### Supplied material

------------------------

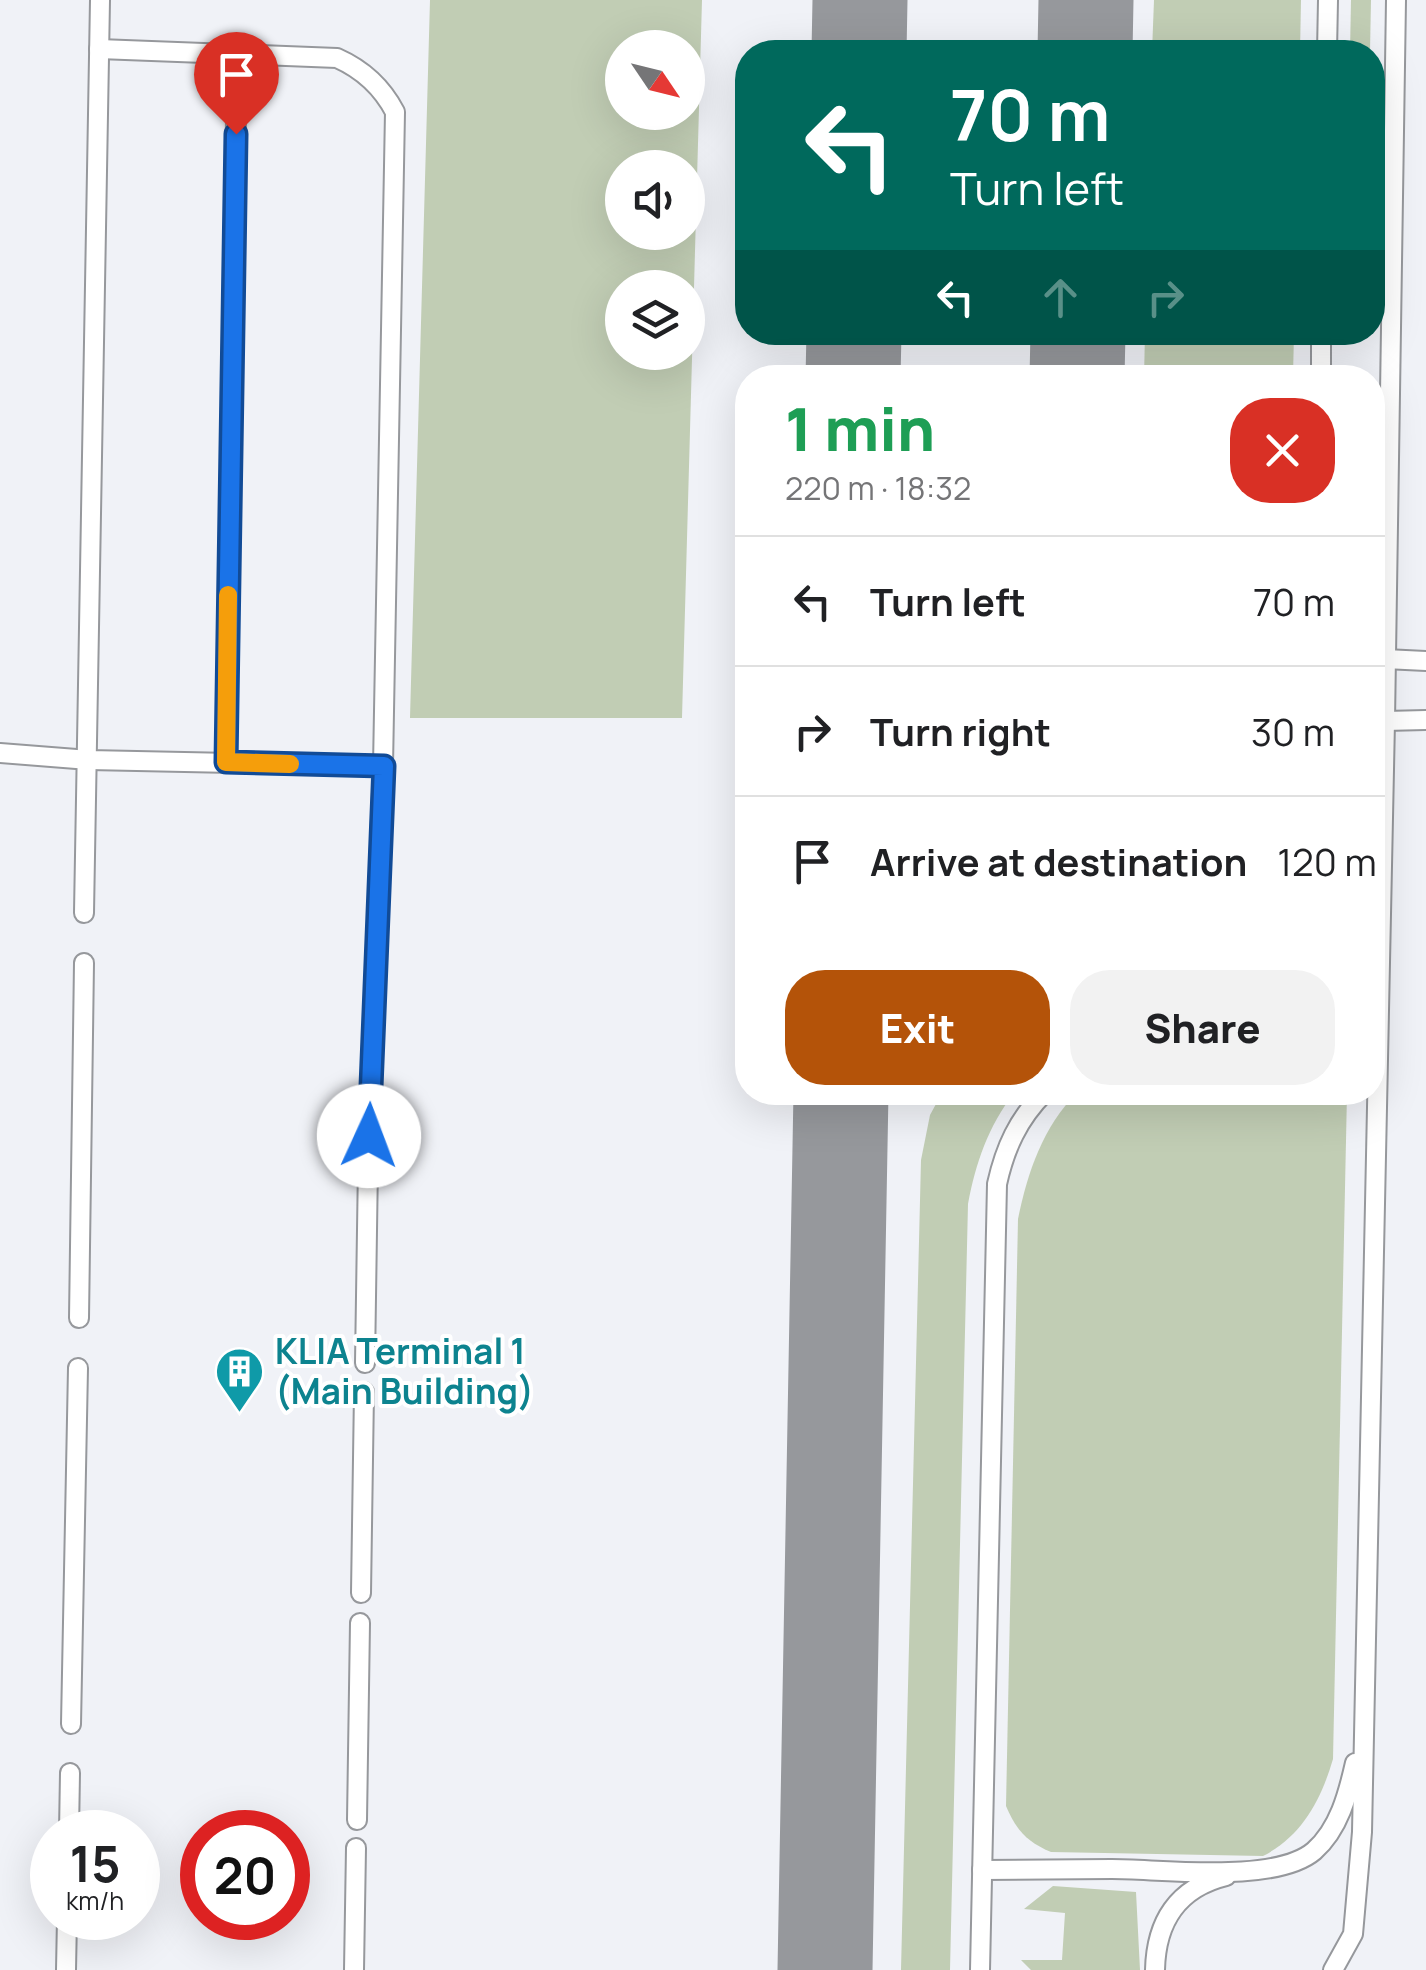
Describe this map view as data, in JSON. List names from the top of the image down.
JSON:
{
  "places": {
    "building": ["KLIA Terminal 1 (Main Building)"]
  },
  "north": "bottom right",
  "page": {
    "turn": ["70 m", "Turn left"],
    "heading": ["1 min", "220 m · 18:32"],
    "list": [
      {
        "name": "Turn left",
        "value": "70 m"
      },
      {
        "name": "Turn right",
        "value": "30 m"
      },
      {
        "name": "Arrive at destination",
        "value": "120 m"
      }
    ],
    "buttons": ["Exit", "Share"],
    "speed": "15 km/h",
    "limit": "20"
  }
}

------------------------

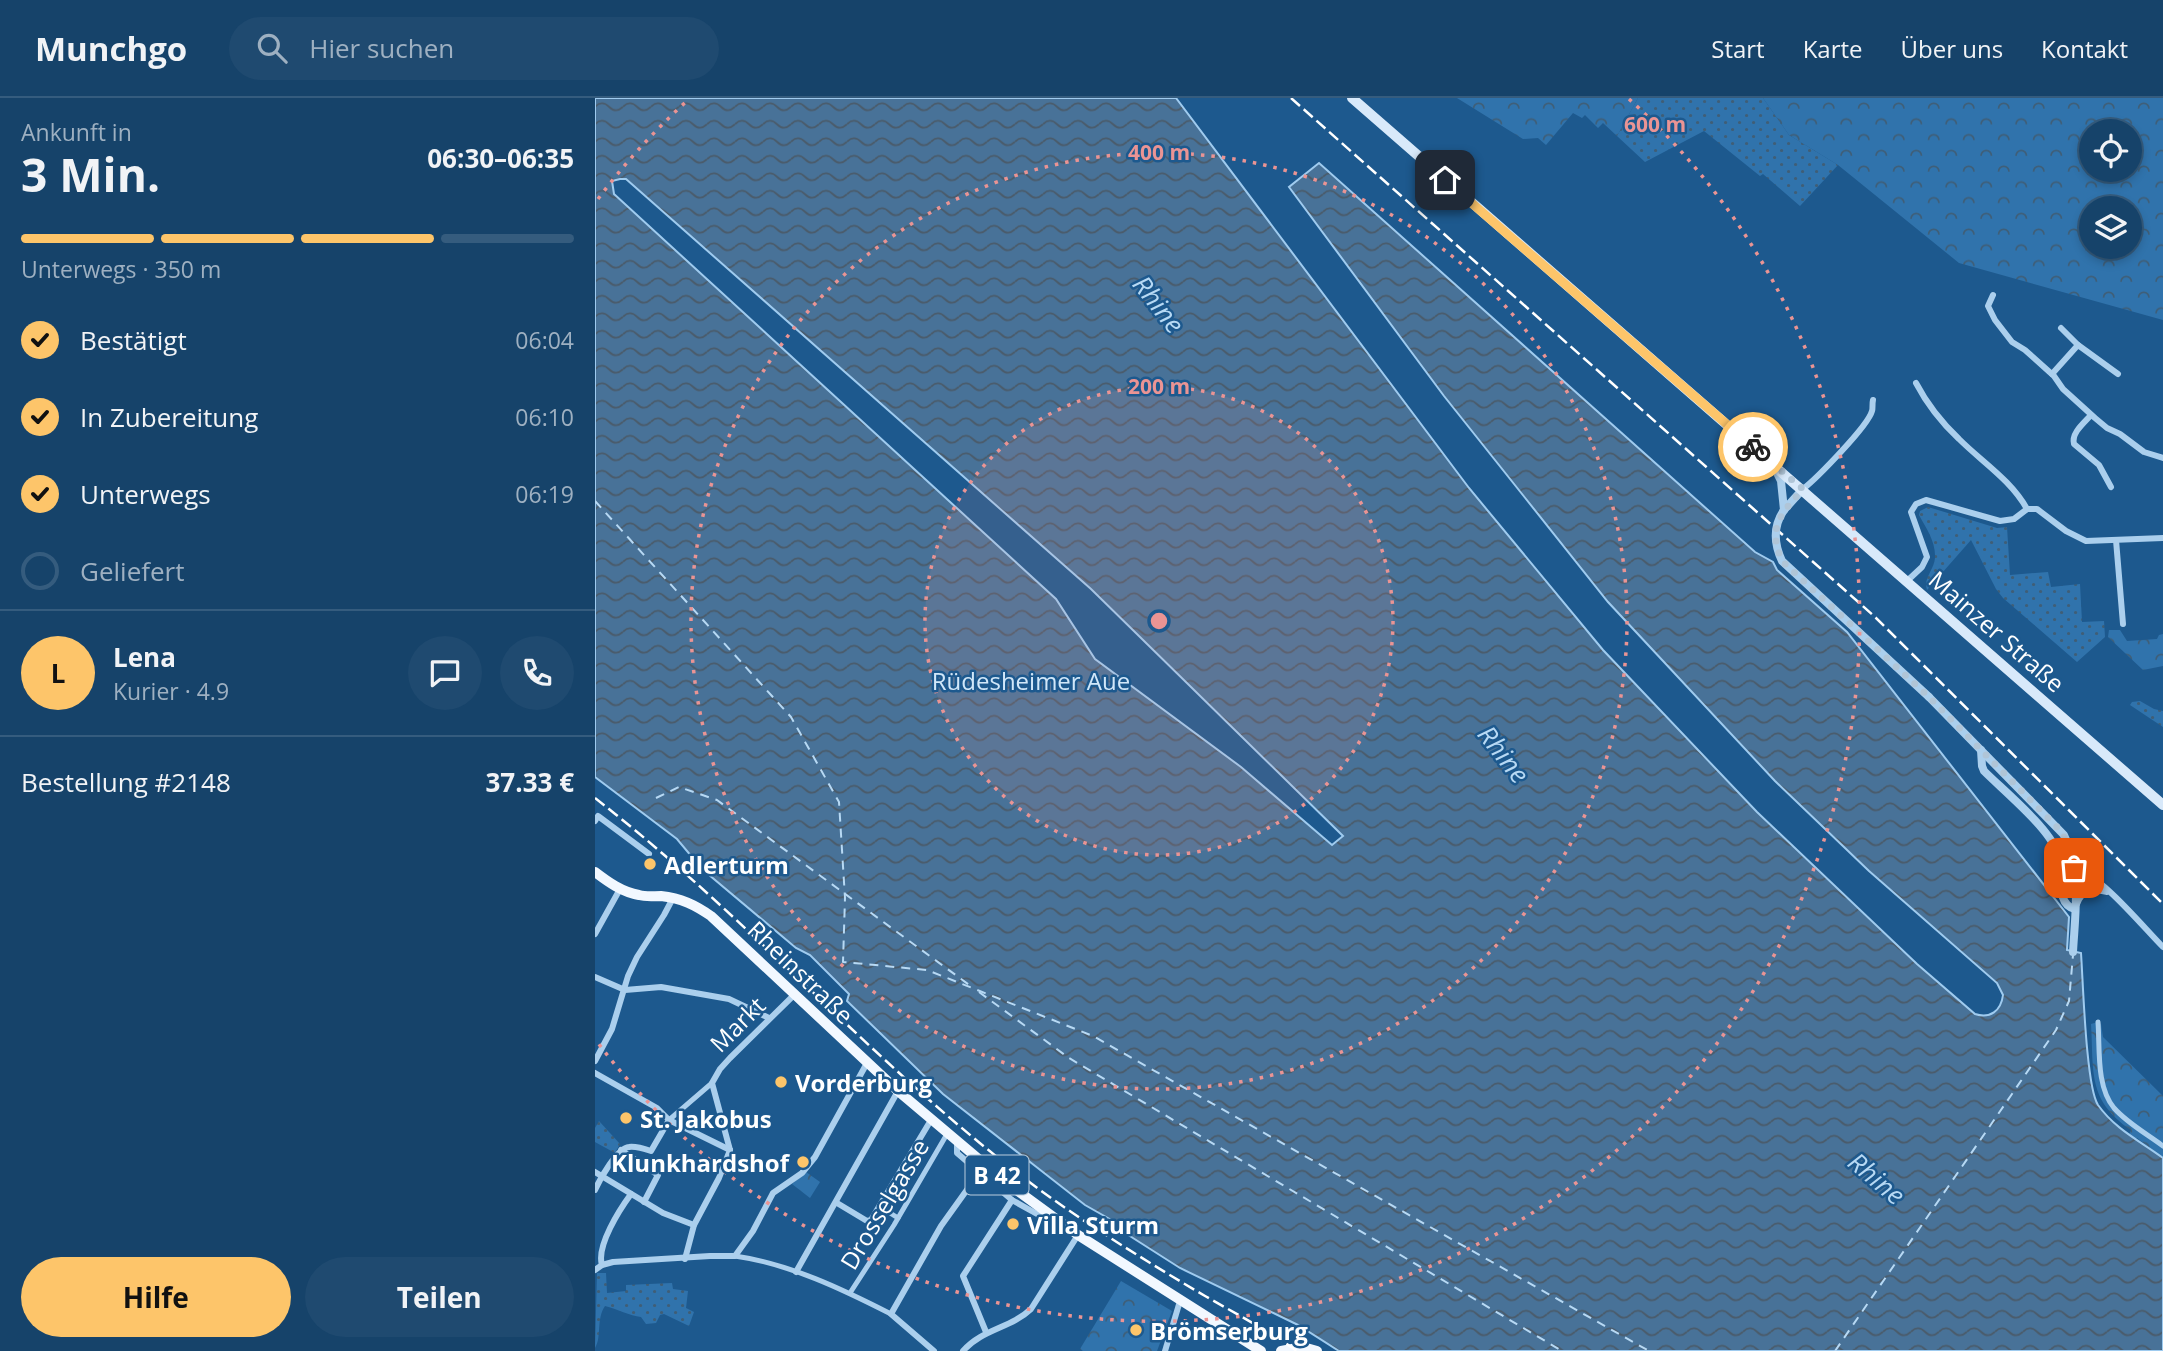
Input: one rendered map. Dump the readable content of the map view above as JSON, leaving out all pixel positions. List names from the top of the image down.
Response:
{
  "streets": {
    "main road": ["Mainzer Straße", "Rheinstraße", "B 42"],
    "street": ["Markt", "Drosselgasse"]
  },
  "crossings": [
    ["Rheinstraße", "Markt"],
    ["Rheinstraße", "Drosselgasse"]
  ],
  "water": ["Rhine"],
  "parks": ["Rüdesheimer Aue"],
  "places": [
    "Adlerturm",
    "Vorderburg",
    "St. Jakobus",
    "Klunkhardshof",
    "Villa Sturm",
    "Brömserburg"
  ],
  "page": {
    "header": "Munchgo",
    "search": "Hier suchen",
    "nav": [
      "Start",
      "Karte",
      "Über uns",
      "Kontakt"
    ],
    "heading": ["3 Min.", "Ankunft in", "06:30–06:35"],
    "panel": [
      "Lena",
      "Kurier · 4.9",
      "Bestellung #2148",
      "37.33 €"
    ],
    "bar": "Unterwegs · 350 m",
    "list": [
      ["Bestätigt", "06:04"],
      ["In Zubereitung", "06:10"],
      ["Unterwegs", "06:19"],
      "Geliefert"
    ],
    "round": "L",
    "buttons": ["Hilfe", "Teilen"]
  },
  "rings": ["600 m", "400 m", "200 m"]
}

------------------------

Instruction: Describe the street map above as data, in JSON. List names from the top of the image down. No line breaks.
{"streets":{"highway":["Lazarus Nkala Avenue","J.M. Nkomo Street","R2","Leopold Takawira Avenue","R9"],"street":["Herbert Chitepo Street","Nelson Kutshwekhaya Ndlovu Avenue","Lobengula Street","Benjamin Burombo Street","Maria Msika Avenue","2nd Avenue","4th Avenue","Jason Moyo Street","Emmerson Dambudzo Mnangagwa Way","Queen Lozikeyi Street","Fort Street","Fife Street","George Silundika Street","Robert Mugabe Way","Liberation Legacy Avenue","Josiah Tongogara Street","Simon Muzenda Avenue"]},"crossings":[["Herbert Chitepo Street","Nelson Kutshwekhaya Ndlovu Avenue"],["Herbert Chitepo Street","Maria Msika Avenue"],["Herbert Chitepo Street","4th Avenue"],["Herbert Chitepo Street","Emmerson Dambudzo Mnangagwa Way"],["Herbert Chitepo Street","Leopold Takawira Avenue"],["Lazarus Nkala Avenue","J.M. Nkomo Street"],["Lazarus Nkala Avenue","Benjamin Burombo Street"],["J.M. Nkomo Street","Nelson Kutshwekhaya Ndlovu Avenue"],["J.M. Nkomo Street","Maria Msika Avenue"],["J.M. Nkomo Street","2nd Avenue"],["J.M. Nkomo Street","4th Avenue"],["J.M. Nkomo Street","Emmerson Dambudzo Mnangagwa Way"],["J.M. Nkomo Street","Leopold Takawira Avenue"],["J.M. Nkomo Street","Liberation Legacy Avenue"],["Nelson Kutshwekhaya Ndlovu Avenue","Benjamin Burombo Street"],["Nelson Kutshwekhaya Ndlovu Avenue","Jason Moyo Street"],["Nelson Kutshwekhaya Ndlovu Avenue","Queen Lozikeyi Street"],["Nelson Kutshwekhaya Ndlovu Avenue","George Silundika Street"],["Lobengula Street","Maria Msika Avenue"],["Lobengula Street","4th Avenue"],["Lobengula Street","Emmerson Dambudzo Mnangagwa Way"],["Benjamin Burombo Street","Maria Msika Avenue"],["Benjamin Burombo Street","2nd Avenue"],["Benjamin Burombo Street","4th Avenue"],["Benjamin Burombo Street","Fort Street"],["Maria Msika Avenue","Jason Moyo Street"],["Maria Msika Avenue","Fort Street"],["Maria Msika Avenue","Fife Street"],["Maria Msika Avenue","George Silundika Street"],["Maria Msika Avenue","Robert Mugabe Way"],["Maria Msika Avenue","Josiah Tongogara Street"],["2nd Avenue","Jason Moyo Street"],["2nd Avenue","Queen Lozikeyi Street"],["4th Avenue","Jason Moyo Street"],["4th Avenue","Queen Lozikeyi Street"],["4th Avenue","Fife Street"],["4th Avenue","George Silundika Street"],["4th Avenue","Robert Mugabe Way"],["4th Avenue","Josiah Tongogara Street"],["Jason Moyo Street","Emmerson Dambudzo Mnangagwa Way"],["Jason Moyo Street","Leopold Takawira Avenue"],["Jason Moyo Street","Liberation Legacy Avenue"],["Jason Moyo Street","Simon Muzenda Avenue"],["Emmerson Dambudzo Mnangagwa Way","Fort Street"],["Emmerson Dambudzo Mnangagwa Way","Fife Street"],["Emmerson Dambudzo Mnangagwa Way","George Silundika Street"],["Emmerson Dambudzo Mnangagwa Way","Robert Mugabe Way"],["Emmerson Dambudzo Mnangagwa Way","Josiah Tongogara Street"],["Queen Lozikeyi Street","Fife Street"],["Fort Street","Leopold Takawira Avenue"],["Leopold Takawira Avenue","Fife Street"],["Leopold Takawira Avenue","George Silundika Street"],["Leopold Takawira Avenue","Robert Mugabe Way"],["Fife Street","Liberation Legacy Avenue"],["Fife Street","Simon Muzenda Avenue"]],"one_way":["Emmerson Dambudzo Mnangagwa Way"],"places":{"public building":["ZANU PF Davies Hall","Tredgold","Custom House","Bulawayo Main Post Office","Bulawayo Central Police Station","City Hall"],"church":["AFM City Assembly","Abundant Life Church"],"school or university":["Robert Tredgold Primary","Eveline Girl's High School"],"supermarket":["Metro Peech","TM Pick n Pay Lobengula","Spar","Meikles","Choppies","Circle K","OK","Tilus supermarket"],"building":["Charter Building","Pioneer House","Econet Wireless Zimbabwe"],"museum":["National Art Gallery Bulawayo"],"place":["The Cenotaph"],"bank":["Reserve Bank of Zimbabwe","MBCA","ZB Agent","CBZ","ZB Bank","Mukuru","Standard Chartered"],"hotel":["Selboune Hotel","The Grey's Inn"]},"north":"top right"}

------------------------

### What the task asks
Using the listing, copy every line where the word "view" shows up.

### Response to the exercise
Describe this map view as data, in JSON. List names from the top of the image down.
Input: one rendered map. Dump the readable content of the map view above as JSON, leaving out all pixel positions. List names from the top of the image down.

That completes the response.